The task
Once every line in the data below has been checked for "above", give the number of lines that hold it, and only that.

Data for processing
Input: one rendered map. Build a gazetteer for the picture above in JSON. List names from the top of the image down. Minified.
==
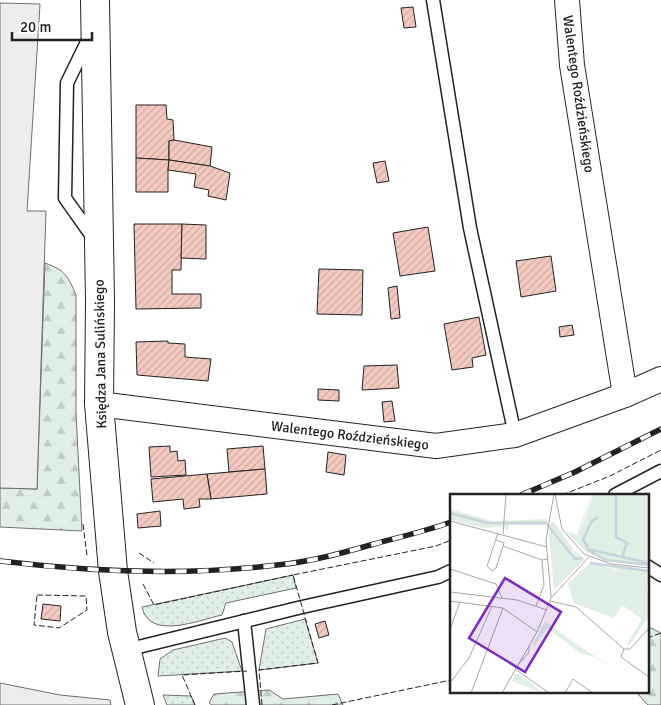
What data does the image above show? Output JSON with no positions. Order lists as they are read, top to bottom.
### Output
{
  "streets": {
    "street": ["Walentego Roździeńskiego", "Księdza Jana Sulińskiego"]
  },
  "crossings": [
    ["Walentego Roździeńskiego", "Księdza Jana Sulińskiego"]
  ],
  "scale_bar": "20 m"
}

Task solution
2